Historicizing capital as power: energy, capitalization and globalized social reproduction

RIS ID

81216

Publication Details

DiMuzio, T. (2014). Historicizing capital as power: energy, capitalization and globalized social reproduction. In T. DiMuzio (Eds.), The Capitalist Mode of Power: Critical Engagements with the Power Theory of Value (pp. 19-35). Abingdon, Oxon: Routledge.

Abstract

Building on their previous research, Nitzan and Bichler's Capital as Power (2009) offers a more fully developed theoretical account of their innovative approach to the study of capital as power. In their work, the authors provide a limited, albeit suggestive, historical sketch of the transition to capitalism as a mode of power (see glossary).
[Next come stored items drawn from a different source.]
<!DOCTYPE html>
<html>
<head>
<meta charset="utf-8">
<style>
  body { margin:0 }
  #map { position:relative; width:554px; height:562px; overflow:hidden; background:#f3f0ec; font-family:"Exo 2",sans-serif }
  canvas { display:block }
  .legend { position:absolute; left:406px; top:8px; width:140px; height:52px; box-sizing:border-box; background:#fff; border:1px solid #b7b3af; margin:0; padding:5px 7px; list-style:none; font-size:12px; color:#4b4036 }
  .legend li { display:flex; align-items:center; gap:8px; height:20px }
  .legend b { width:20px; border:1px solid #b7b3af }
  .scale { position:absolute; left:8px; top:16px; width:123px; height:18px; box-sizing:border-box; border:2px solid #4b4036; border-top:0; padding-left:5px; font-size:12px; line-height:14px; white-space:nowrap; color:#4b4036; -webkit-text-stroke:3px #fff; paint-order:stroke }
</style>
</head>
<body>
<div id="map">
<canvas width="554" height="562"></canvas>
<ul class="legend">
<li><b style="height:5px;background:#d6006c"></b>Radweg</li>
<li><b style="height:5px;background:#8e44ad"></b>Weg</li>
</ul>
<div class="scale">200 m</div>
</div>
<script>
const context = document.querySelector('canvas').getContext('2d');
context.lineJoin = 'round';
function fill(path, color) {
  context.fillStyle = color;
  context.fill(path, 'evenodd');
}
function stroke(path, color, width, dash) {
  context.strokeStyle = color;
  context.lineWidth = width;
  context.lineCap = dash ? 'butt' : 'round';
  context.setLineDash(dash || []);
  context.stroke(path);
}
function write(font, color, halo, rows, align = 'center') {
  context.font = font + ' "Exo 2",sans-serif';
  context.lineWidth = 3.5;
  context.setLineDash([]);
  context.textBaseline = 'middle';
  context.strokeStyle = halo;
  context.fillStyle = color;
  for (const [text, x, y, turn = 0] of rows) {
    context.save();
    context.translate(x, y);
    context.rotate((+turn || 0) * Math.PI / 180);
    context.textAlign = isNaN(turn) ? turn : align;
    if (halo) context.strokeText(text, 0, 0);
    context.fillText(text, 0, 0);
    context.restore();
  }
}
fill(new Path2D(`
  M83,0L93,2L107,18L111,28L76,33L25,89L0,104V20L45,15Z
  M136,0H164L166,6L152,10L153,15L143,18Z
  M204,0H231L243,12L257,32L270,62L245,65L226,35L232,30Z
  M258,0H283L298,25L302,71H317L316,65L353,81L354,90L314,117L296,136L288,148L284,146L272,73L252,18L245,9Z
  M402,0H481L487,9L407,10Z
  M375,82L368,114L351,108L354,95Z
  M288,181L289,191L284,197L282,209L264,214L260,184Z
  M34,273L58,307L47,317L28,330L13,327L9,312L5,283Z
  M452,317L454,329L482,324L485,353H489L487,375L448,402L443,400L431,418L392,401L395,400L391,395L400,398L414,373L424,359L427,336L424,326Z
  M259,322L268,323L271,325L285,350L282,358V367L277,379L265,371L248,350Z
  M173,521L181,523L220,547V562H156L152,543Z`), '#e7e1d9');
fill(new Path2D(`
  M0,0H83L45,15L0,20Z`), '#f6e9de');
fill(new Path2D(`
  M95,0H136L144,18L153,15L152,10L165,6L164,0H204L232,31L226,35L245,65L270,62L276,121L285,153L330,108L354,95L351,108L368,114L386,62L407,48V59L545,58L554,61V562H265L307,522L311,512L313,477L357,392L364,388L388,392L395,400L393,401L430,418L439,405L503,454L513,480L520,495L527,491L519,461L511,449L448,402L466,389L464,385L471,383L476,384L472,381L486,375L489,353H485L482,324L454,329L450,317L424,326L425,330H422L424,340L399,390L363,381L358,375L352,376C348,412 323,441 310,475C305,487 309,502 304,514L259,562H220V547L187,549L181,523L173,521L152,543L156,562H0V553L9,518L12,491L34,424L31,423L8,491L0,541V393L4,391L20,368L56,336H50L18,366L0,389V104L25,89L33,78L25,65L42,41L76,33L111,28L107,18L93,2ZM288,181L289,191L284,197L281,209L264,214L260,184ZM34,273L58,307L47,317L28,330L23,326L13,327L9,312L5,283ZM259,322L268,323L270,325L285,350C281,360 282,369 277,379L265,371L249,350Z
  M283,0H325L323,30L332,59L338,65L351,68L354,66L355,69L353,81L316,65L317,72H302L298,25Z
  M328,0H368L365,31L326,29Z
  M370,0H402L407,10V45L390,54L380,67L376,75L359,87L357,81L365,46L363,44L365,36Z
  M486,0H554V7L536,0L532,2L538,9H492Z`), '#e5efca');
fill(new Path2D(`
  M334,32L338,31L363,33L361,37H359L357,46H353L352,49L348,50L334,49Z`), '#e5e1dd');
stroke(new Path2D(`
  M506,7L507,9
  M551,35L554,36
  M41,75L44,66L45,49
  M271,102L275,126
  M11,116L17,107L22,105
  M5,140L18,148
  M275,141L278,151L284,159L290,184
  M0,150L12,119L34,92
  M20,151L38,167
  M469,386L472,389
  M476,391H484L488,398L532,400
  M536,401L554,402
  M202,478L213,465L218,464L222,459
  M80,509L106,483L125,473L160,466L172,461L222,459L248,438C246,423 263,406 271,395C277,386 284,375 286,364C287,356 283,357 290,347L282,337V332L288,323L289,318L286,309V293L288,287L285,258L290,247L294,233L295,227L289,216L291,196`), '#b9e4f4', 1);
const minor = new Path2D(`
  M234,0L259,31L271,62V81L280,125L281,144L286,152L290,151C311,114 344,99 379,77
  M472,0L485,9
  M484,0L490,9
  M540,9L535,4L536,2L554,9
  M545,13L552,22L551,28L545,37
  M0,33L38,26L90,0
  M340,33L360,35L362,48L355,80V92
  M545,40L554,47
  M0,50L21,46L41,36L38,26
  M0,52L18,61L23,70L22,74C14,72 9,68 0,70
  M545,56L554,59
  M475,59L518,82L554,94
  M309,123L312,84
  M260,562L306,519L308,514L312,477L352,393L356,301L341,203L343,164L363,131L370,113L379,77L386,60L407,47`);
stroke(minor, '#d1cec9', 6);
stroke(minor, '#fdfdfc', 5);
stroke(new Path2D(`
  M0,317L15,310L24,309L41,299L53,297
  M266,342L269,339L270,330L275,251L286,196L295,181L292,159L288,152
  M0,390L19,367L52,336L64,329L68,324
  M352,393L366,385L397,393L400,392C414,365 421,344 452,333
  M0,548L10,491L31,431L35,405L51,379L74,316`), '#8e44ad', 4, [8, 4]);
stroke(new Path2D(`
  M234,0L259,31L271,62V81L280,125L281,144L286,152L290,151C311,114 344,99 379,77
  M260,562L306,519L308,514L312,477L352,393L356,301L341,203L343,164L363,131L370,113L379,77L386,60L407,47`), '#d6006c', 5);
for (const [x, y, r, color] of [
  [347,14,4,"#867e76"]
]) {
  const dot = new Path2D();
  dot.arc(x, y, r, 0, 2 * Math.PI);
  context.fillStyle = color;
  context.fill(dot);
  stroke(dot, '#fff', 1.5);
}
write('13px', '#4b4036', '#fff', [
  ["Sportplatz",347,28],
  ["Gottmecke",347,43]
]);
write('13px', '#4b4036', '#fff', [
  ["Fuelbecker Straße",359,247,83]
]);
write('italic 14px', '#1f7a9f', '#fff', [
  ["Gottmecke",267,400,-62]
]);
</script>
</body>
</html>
Despite this sketch, Capital as Power largely remains a work of novel theory and therefore a way in which to conceptualize 'really existing capitalism' anew in the present. Insofar as this is the case, the text leaves considerable room for further historical investigation and development. My contribution in this chapter seeks to build on Nitzan and Bichler's historical sketch by considering the close interconnections between energy, capitalization (see glossary) and what I call globalized social reproduction. I use the term 'globalized social reproduction' as a heuristic to imagine the ways in which the production, consumption and reproduction of our lives and livelihoods have become ever more internationalized and interconnected so that few people in this world can reproduce their lives and lifestyles without depending on global markets and the labour power of strangers. The main argument of the chapter is that the universalization of the capitalist mode of power and patterns of energyintensive globalized social reproduction cannot be separated from the discovery and use of abundant, affordable and accessible fossil fuels. Put differently, capital as a mode of power and its attendant forms of globalized social reproduction should be understood within a broader historical context that takes the role of energy sources, supply and use as fundamental to the constitution and reconstitution of the global political economy.